Lauren is most proud of the work she did to help grow Capitol Hill Days. Her first year organizing the event, in 2016, 173 activists attended; by 2019, our last in-person CHD event, we had grown the program to nearly 350 people. It was satisfying for her to watch the program develop and thrive, and to see the base of wonderful, dedicated volunteers grow year to year.
Lindsay is proudest of the work of the #Fight4HER activists and volunteers she managed:
It was an incredible experience to work with hundreds of volunteers from across the country who mobilized nearly 60,000 people to take action to repeal the Global Gag Rule. Working with so many volunteers who were passionate about reproductive rights and justice was a humbling experience. … Working with volunteers on the #Fight4HER campaign was so rewarding, especially developing them into leaders and seeing them go on to do such wonderful, intersectional organizing work. … I learned how to recruit people into a movement, center them in our work, and continue to develop them as leaders to sustain our efforts, throughout both demoralizing losses and gratifying wins.
When asked about her favorite person she met in the field, Lauren immediately says Melvine Ouyo.

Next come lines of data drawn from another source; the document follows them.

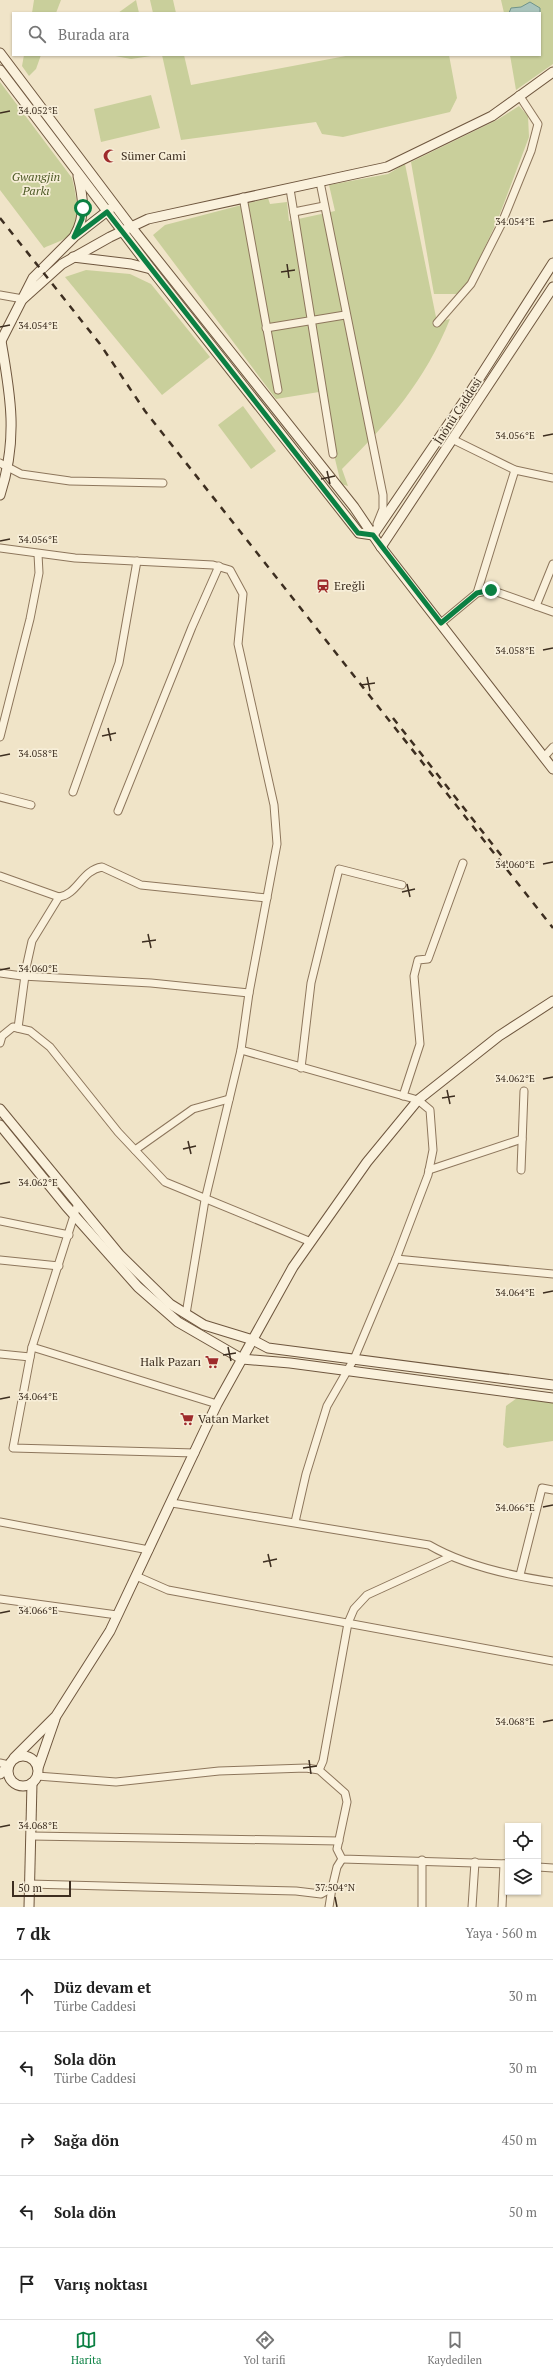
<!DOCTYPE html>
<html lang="tr">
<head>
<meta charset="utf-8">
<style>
  :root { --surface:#fff; --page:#f6f6f6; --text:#222; --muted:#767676; --line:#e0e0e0; --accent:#0b8043 }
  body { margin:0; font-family:"PT Serif",serif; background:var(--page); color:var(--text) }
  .controls { position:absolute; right:12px; bottom:12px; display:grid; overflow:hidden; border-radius:0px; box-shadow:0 1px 3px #0004 }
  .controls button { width:36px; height:36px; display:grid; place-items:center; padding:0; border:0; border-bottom:1px solid var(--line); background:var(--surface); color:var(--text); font:20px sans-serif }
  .scale { position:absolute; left:12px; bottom:10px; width:59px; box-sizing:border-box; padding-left:4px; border:2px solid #3d2e20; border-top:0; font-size:11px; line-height:14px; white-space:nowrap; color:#3d2e20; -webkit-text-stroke:3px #f7eed8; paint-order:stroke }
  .stop { position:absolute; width:12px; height:12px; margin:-9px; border:3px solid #0b8043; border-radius:50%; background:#fff }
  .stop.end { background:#0b8043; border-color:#fff; box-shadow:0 1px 4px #0008 }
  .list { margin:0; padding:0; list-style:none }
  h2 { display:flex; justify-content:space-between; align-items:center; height:52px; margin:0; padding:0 16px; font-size:17px }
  h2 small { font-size:13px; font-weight:400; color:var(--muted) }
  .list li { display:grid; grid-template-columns:26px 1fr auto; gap:12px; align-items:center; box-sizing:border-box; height:72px; padding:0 16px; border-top:1px solid var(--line) }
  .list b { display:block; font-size:15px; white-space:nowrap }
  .list p { margin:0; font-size:13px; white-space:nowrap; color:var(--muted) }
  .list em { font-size:13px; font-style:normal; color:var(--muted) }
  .icon { flex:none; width:22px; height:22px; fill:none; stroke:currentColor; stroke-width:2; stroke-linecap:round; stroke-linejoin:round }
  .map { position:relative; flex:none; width:553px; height:1907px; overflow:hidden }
  .search { position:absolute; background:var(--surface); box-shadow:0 1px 3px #0004; left:12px; right:12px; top:12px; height:44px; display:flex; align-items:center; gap:10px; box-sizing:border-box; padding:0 14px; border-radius:0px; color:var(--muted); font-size:15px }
  .sheet { height:412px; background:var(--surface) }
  nav { display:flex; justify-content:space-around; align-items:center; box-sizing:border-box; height:56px; border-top:1px solid var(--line); background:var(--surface); font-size:11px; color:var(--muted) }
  nav a { display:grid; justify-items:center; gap:2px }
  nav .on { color:var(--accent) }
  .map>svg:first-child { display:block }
</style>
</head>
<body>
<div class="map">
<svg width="553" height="1907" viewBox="0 0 553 1907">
  <rect width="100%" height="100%" fill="#f0e4c8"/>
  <g fill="#c9cf9b">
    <polygon points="34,0 61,0 56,13 32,13"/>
    <polygon points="136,0 139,13 118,13"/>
    <polygon points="150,0 173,0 176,13 153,13"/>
    <polygon points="501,0 553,0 553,64 516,90 510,55 540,55 540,13 504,13"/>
    <polygon points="24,55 41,55 36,69 29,76 22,66"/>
    <polygon points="110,55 151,55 151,56 131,59"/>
    <polygon points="162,55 184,55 191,85 351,55 449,55 457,98 450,112 343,137 322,134 316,122 181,140"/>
    <path d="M0 82 72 178C76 195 82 220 69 235 64 241 51 244 44 248L0 190Z"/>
    <polygon points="151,95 160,128 101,142 94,109"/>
    <polygon points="519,106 528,116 529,137 498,219 469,281 457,294 434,294 411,162 497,120"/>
    <path d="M405 164 437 322 450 319C425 381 389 422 342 469L348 486 341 484 319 392 276 399 153 235 165 225 268 198 270 204 287 202 289 221 335 211 329 185 388 174Z"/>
    <polygon points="86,270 130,274 151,284 210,357 162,395 65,277"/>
    <polygon points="243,406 276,451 251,469 218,425"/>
    <polygon points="517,1398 553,1403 553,1441 507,1448 503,1445 506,1406"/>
  </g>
  <polygon fill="#a9c4bc" stroke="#6f938a" points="530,2 540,8 540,17 540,13 509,13 511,8 521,7"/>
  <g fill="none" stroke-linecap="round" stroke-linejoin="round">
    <g stroke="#8d765c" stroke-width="9">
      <g id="street">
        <polyline points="320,182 383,495 383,509 377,524"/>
        <polyline points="290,189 333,454"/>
        <polyline points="243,197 278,390"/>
        <polyline points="294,212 324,206"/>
        <polyline points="0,295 23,299"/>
        <polyline points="437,323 471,284 501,225 531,151 538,124 519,95"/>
        <polyline points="266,328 345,315"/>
        <polyline points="454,440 515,470 553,478"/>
        <polyline points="0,463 21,474 70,481 163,483"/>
        <polyline points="0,548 75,558 213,565 230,570 243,594 238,644 274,805 277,844 249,993 241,1050 205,1200 186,1314"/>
        <polyline points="477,593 515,470"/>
        <polyline points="536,606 553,564"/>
        <polyline points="441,623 477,593 491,590 553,612"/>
        <polyline points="0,737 30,619 39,573 38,554"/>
        <polyline points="544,757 553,747"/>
        <polyline points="73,792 119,663 137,561"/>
        <polyline points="0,797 31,805"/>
        <polyline points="118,811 192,627 219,566"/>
        <path d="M0 876 59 897C77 895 82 870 102 867L141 885 267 898"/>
        <polyline points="0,973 22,976 151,983 249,993"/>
        <polyline points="18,1028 26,968 32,941 59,897"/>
        <polyline points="0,1043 2,1036 13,1027 30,1031 50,1047 118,1132 165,1182 311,1242"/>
        <polyline points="241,1050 418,1100 430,1110 433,1150 428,1175 396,1259 354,1359 327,1406 306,1474 295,1522"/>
        <polyline points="301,1068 311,983 339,869 402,885"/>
        <polyline points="403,1096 420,1044 414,976 418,960 428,959 463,863"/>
        <polyline points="135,1150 193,1109 229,1099"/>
        <polyline points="429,1170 522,1139"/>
        <polyline points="521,1170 524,1091"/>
        <polyline points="78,1203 32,1347 13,1448 195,1453"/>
        <polyline points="0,1221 69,1235"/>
        <polyline points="396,1259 553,1274"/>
        <polyline points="0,1260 59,1266"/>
        <polyline points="32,1347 217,1404"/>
        <polyline points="0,1354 30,1357"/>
        <path d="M172 1503 429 1545C465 1566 512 1576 553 1582"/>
        <polyline points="0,1522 149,1550"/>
        <polyline points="520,1575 542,1488 553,1490"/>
        <polyline points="136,1576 168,1590 553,1661"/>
        <polyline points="0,1599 117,1615"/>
        <polyline points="0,1763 9,1765"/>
        <polyline points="319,1770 323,1761 348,1623 354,1609 367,1595 450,1557"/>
        <polyline points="37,1776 116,1782 219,1771 306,1768 319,1770 345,1793 347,1802 337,1849 342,1859 508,1864"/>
        <polyline points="31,1836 339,1841"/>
        <polyline points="538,1867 553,1868"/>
        <polyline points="29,1884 296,1891 321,1894 332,1888 337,1867 342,1859"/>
        <polyline points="329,1907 332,1888"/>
        <polyline points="422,1907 422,1860"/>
        <polyline points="472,1907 475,1862"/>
        <polyline points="502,1907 504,1864"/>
      </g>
    </g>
    <g stroke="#6f573f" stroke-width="11">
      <g id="secondary">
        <polyline points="0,53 132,228 354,507 381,547 553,769"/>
        <polyline points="0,70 151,269 359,533 373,535"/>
        <path d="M75 235C86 215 83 197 78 176"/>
        <polyline points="73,257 131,264 151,269"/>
        <polyline points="23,299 62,264 110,237 148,219 387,167 492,116 553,72"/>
        <polyline points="0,343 33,278 74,237 110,209"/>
        <path d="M0 495C18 440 11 397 1 341"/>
        <polyline points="373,535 471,391 553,263"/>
        <polyline points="381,547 553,287"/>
        <polyline points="0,1109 120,1255 170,1304 204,1325 253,1340 268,1348 553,1385"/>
        <polyline points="0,1125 66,1206 138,1287 178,1322 242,1359 290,1363 553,1398"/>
        <circle cx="23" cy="1771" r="15"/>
        <polyline points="14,1758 56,1716 110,1631 217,1404 293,1267 367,1162 418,1100 499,1036 553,1001"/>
        <polyline points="38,1768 55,1719"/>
        <polyline points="0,1774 9,1765"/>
        <polyline points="29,1907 32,1783"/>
      </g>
    </g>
    <use href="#street" stroke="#faf1dc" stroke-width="7"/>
    <use href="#secondary" stroke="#faf1dc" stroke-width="9"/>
    <g stroke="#3d2e20" stroke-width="2.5" stroke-dasharray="7 7" stroke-linecap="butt">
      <polyline points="0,218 100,344 145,411 553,928"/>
      <polyline points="393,718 508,864"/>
    </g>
  </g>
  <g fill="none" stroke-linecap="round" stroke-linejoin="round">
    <polyline stroke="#0b8043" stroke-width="5" points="83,208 82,219 74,237 107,212 358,533 373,535 441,623 477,593 491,590"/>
  </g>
  <path fill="none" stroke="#3d2e20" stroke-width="1.5" d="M0 113 10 111M543 222 553 220M287 264 289 278M281 272 295 270M0 327 10 325M543 436 553 434M327 471 330 484M321 479 335 476M0 541 10 539M543 650 553 648M367 677 370 691M361 685 375 683M108 728 111 741M102 736 116 733M0 756 10 754M543 864 553 862M407 884 410 897M402 892 415 889M148 934 151 948M142 942 156 940M0 970 10 968M543 1079 553 1077M447 1090 450 1104M442 1098 455 1096M188 1141 191 1154M183 1149 196 1146M0 1184 10 1182M543 1293 553 1291M228 1347 231 1361M223 1355 236 1353M0 1399 10 1397M543 1507 553 1505M268 1554 271 1567M263 1562 277 1559M0 1613 10 1611M543 1722 553 1720M309 1760 311 1774M303 1768 317 1766M0 1827 10 1825M335 1897 337 1907"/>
  <defs>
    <g id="mosque-bare" transform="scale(1.08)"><path d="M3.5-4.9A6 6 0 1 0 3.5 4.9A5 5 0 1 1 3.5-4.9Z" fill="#9e2a2b" stroke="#f7eed8" stroke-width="2.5" paint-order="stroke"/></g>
    <g id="station-bare" transform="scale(1.08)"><path d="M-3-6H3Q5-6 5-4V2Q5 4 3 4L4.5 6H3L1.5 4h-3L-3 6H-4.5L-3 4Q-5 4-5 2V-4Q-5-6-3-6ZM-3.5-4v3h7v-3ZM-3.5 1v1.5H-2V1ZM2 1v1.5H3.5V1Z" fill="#9e2a2b" stroke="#f7eed8" stroke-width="2.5" paint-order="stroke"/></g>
    <g id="supermarket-bare" transform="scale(1.08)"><path d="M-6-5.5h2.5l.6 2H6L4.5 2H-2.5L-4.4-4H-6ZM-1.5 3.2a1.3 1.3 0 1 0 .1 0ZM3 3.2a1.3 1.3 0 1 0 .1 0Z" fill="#9e2a2b" stroke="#f7eed8" stroke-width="2.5" paint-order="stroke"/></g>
  </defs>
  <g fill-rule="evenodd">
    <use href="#mosque-bare" x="110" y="156"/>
    <use href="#station-bare" x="323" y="586"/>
    <use href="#supermarket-bare" x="212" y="1362"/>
    <use href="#supermarket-bare" x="187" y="1419"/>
  </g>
  <g text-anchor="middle" stroke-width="3.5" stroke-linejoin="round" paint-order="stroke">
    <g font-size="12" fill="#3d2e20" stroke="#f7eed8" text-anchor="start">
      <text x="121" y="160">Sümer Cami</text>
      <text x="334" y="590">Ereğli</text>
      <text x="201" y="1366" text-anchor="end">Halk Pazarı</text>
      <text x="198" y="1423">Vatan Market</text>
    </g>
    <g font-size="12" font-style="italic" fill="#4d5a26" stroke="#f7eed8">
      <text x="36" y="181">Gwangjin<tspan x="36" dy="14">Parkı</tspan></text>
    </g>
    <g font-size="12" fill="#3d2e20" stroke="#f7eed8">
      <text transform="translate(458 411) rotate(-57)" y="4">İnönü Caddesi</text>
    </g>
  </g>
  <g font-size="10" text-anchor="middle" fill="#3d2e20" stroke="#f7eed8" stroke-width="3.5" stroke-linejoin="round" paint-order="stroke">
    <text x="38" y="114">34.052°E</text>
    <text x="515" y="225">34.054°E</text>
    <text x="38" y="329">34.054°E</text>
    <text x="515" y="439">34.056°E</text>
    <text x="38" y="543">34.056°E</text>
    <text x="515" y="654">34.058°E</text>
    <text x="38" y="757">34.058°E</text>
    <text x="515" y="868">34.060°E</text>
    <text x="38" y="972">34.060°E</text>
    <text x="515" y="1082">34.062°E</text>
    <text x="38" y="1186">34.062°E</text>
    <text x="515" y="1296">34.064°E</text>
    <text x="38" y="1400">34.064°E</text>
    <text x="515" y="1511">34.066°E</text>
    <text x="38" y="1614">34.066°E</text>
    <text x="515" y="1725">34.068°E</text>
    <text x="38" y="1829">34.068°E</text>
    <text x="335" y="1891">37.504°N</text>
  </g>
</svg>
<div class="controls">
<button><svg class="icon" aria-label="locate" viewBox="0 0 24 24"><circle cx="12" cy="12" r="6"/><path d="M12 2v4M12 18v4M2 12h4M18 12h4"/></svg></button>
<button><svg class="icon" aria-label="layers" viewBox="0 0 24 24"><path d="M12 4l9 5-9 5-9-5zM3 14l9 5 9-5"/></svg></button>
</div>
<div class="scale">50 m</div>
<div class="stop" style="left:83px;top:208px"></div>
<div class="stop end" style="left:491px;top:590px"></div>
<div class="search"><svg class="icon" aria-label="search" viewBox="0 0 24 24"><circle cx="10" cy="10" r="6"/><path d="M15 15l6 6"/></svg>Burada ara</div>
</div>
<section class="sheet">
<h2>7 dk<small>Yaya · 560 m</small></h2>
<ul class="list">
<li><svg class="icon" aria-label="ahead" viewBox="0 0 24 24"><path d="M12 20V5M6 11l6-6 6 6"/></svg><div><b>Düz devam et</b><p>Türbe Caddesi</p></div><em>30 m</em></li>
<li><svg class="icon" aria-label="left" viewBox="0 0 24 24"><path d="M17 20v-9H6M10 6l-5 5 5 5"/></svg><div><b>Sola dön</b><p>Türbe Caddesi</p></div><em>30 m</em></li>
<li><svg class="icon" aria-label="right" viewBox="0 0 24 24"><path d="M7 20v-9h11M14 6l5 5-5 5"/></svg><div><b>Sağa dön</b></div><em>450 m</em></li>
<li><svg class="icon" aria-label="left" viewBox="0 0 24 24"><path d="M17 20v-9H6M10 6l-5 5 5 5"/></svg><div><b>Sola dön</b></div><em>50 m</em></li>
<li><svg class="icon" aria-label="arrive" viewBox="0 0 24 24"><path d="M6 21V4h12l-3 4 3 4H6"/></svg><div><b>Varış noktası</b></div></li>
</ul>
</section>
<nav>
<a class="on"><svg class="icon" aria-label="map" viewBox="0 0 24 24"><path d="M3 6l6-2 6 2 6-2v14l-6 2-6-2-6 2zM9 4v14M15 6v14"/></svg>Harita</a>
<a><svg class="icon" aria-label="directions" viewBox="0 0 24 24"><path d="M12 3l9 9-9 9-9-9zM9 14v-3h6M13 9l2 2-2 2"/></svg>Yol tarifi</a>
<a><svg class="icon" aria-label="saved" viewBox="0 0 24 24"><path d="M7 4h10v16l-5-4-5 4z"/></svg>Kaydedilen</a>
</nav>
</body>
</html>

She describes how much she enjoyed working with such a “passionate, driven colleague” and how much fun she had traveling with Melvine in Kenya. She remembers the boat tour they went on at Lake Victoria, the “most incredible” fresh fish they ate at a local spot, and how Melvine invited Lauren to stay at her home when visiting Kenya, which Lauren did. Lauren describes Melvine as “so adventurous, a great spirit, really passionate about her family. She’s one of my favorite people in the world.”
When asked the same question, Lindsay responds:
It’s hard not to say Melvine! But I have to shout out Stephani Gonzalez-Espinosa, who was one of our ‘tippiest’ top volunteers at Arizona State University (ASU). I worked with her for four years, so it was really rewarding to see her grow from her time as a freshman all the way until her graduation! She’s doing really incredible work now at Poder in Action, an organization that works to “disrupt and dismantle unjust systems and determine a liberated future as people of color in Arizona.”
When asked to sum up her experience of working at Population Connection, Lindsay says:
In two words: gratitude and exhaustion. I am so grateful for all of the rewarding experiences—the relationships I built with staff, volunteers, and advocates, the wins we fought hard for and won, the community we built and sustained throughout my five years working there. But the work was exhausting. Reproductive rights were, and still are, under near-constant attack. It’s so important—but often hard—to find small wins when you’re working on such an uphill battle. Working in a space with so much uncertainty is exhausting, but at the same time so rewarding.
We are so grateful to Lauren and Lindsay for their dedicated service to the international reproductive health and rights effort. We wish them well in their current and future adventures, and can’t wait to see the change they’ll make in the world.